### Supplied records
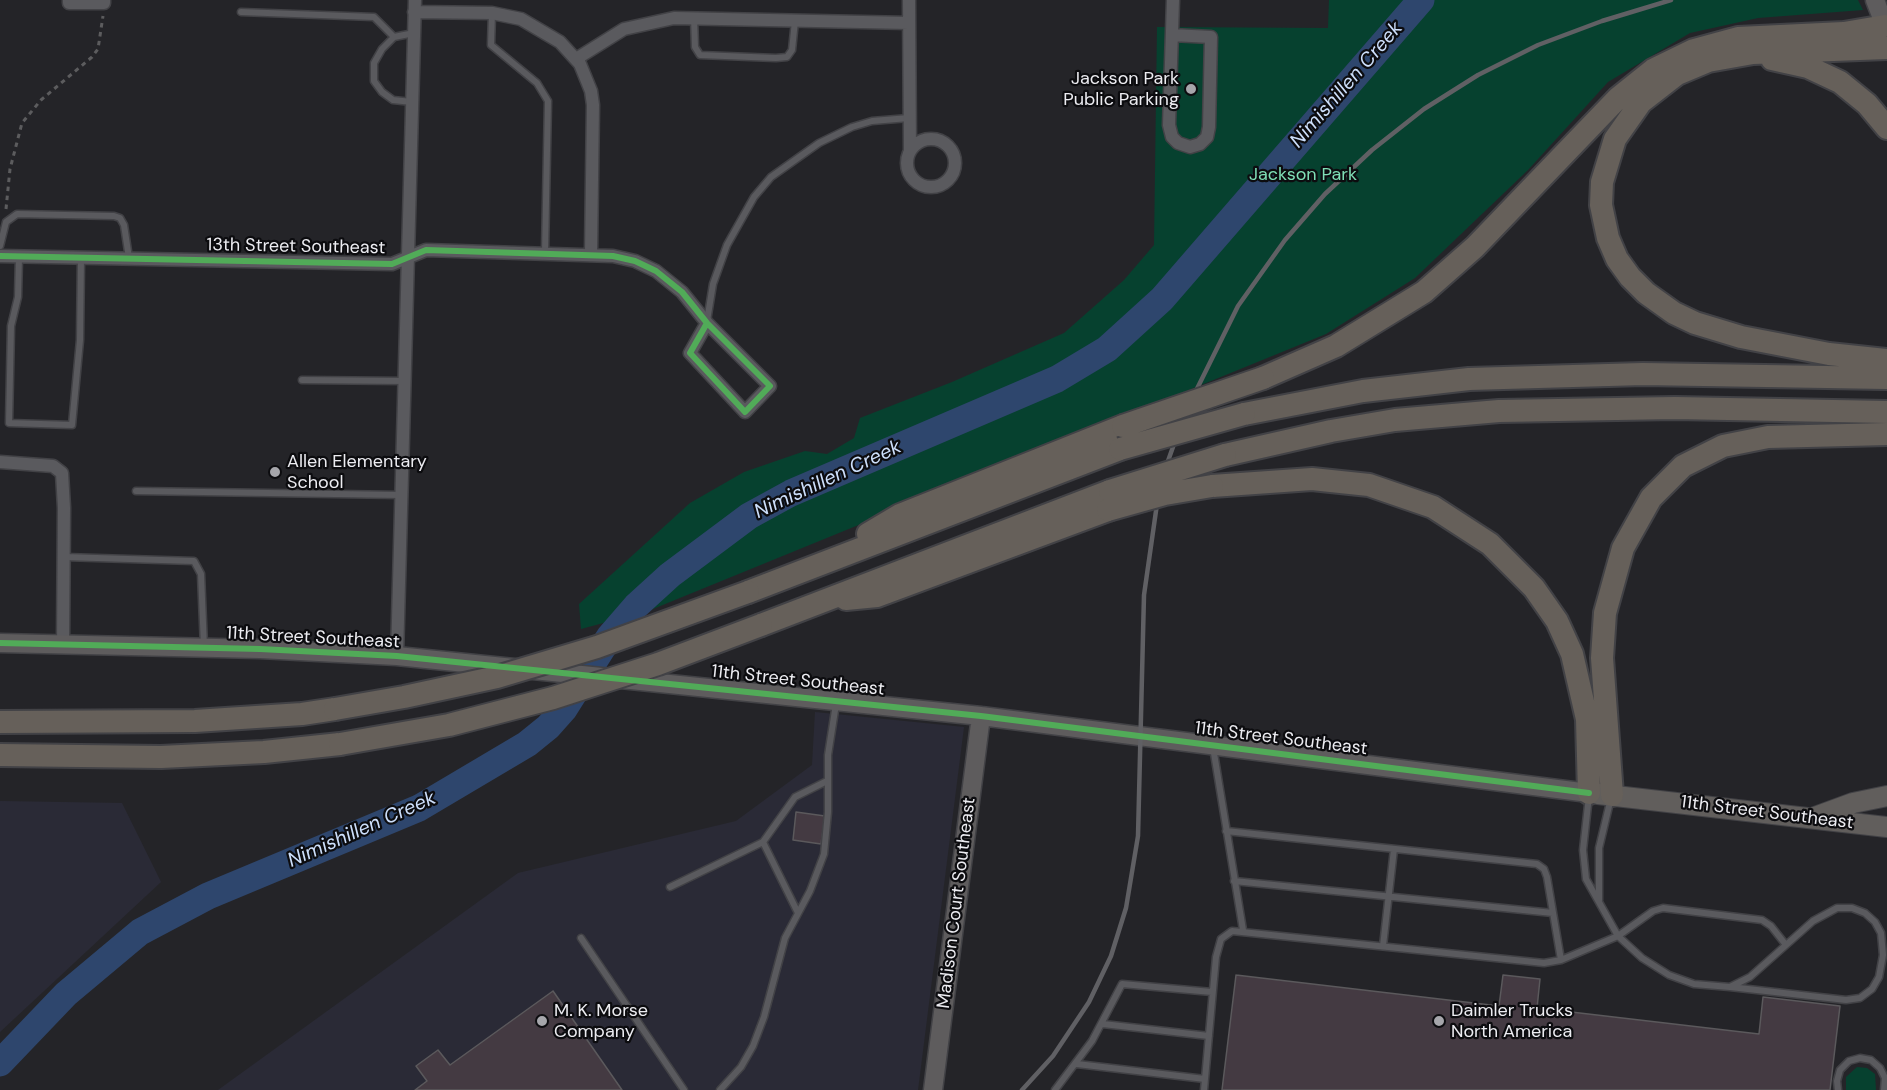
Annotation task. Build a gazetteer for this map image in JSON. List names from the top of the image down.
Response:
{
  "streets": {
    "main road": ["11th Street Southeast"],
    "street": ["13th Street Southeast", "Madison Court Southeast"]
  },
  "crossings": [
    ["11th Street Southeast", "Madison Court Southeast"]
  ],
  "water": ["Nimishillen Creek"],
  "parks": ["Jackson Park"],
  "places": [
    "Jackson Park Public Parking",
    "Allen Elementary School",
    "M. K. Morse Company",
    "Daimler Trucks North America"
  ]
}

...

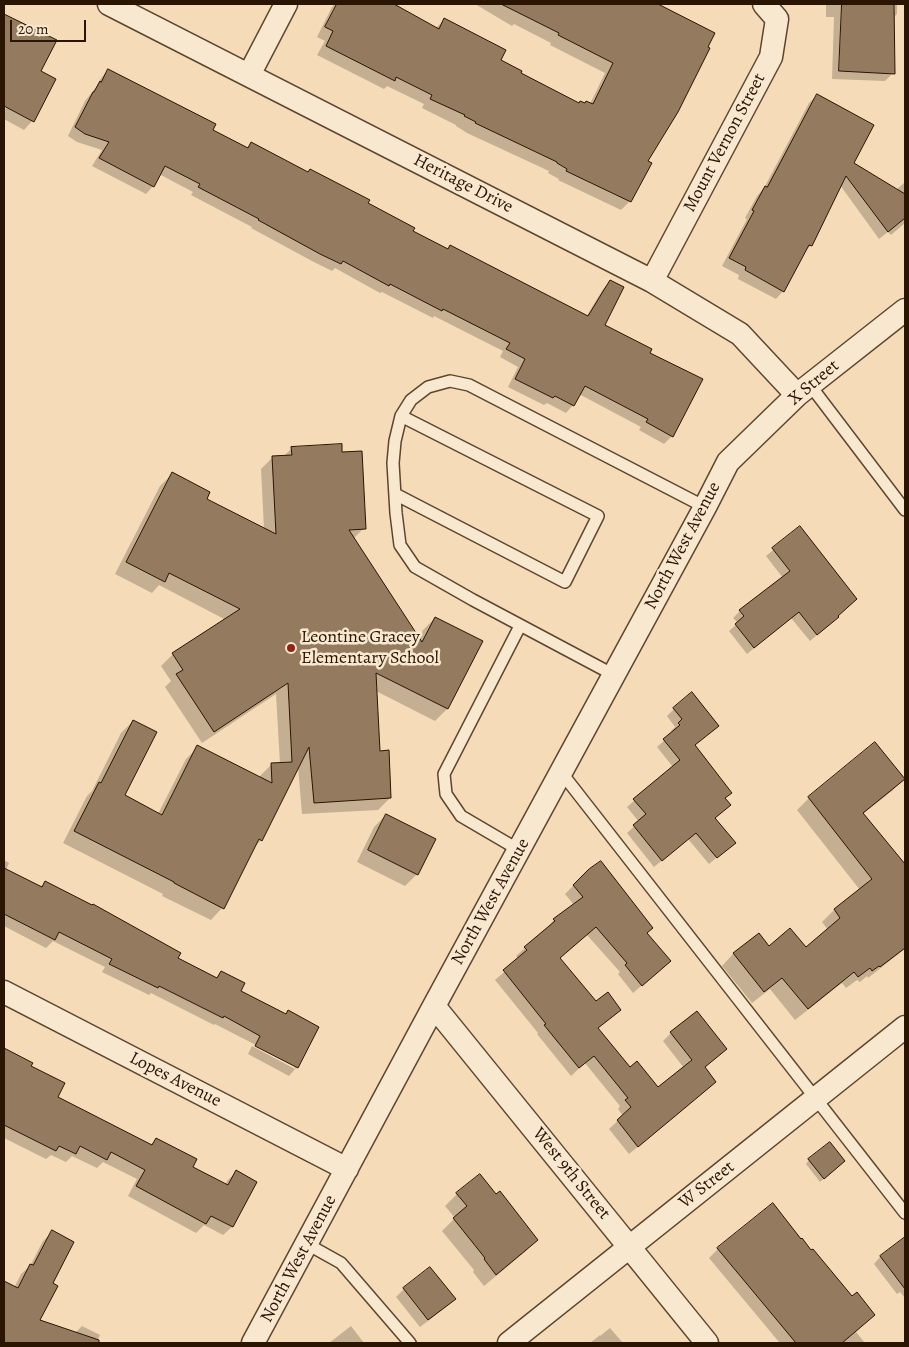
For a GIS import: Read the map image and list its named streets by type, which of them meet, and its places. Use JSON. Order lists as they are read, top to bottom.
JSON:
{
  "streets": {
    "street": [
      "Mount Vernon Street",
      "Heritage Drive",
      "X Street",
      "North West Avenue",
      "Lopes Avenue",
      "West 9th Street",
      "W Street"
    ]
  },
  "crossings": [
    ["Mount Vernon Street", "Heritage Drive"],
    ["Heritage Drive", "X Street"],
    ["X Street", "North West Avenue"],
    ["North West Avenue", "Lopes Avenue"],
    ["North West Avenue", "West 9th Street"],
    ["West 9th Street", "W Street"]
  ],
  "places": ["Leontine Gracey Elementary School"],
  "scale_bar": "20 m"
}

### What you have to do
Return all lines of the material that have "image" in them.

### Output
Annotation task. Build a gazetteer for this map image in JSON. List names from the top of the image down.
For a GIS import: Read the map image and list its named streets by type, which of them meet, and its places. Use JSON. Order lists as they are read, top to bottom.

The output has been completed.